On 1 April 2013, Sinha and Susen Mahto, a TSAF instructor, who had together climbed Mount Chhamser Kangri (6622 metres) in 2012 under the guidance of Bachendri Pal started their ascent of Mount Everest. Her prosthetic limb had posed some unique problems. The ankle and heel would constantly swivel as she tried to climb, causing her to lose her grip often. Her right leg was held together by a steel rod. Any pressure sent up spasms of acute intense pain. Her Sherpa almost refused to accompany her, insisting that she was on a suicide mission. Every climber has to traverse four camps on route to the peak. Once you’ve reached camp four, there’s 3500 feet to the summit. This area is known as the death zone, notorious for the number of lives it has claimed. There were bodies of erstwhile climbers strewn all around. A Bangladeshi climber she had met earlier breathed his last right before her. Ignoring the cold fear in the pit of her stomach, she trudged on. After a hard toil of 17 hours, Sinha reached the summit of Mount Everest at 10:55 am on 21 May 2013, as part of the Tata Group-sponsored Eco Everest Expedition, becoming the first female amputee to scale Everest.
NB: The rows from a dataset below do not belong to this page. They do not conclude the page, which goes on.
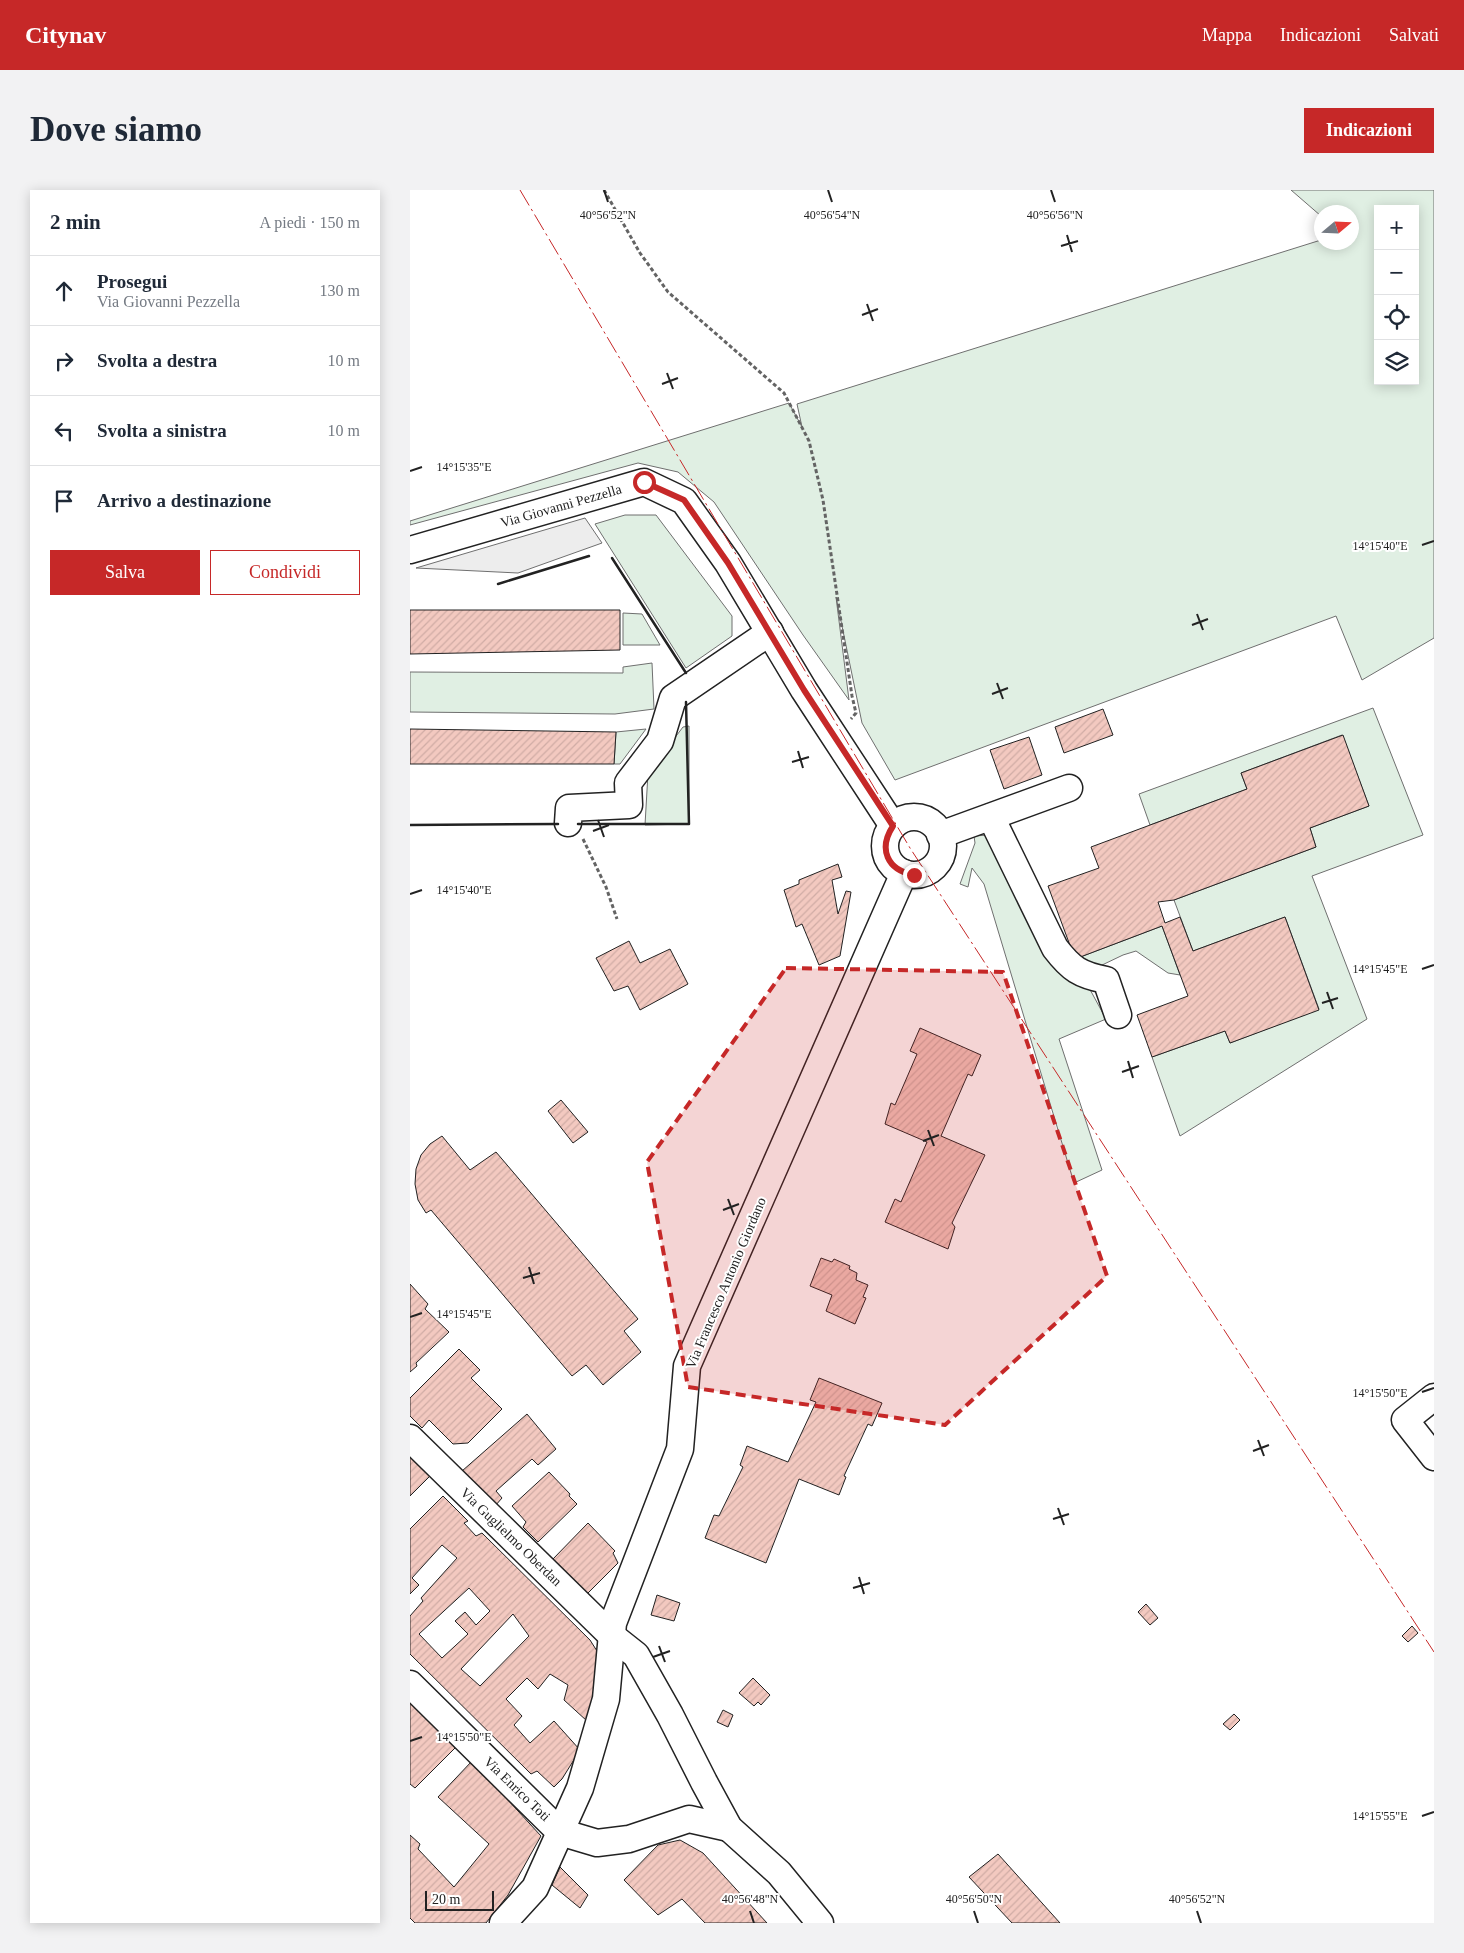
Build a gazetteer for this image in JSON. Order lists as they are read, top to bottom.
{
  "streets": {
    "street": [
      "Via Giovanni Pezzella",
      "Via Francesco Antonio Giordano",
      "Via Guglielmo Oberdan",
      "Via Enrico Toti"
    ]
  },
  "crossings": [
    ["Via Giovanni Pezzella", "Via Francesco Antonio Giordano"],
    ["Via Francesco Antonio Giordano", "Via Guglielmo Oberdan"],
    ["Via Francesco Antonio Giordano", "Via Enrico Toti"]
  ],
  "scale_bar": "20 m",
  "north": "right",
  "page": {
    "header": "Citynav",
    "nav": ["Mappa", "Indicazioni", "Salvati"],
    "buttons": [
      "Indicazioni",
      ["Salva", "Condividi"]
    ],
    "title": "Dove siamo",
    "heading": ["2 min", "A piedi · 150 m"],
    "map_buttons": ["+", "−"],
    "list": [
      ["Prosegui", "Via Giovanni Pezzella", "130 m"],
      ["Svolta a destra", "10 m"],
      ["Svolta a sinistra", "10 m"],
      "Arrivo a destinazione"
    ],
    "scale": "20 m"
  },
  "coordinates": [
    "40°56'52\"N",
    "40°56'54\"N",
    "40°56'56\"N",
    "14°15'35\"E",
    "14°15'40\"E",
    "14°15'45\"E",
    "14°15'50\"E",
    "14°15'55\"E",
    "40°56'48\"N",
    "40°56'50\"N"
  ]
}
Arunima Sinha is now dedicated towards social welfare and she wants to open a free sports academy for the poor and differently-abled persons. She is donating all the financial aids she is getting through awards and seminars for the same cause. She has written a book "Born again on the mountain", launched by Prime minister of India, Narendra Modi, in December 2014. She was awarded Padma Shri, the fourth highest civilian award of India, in 2015.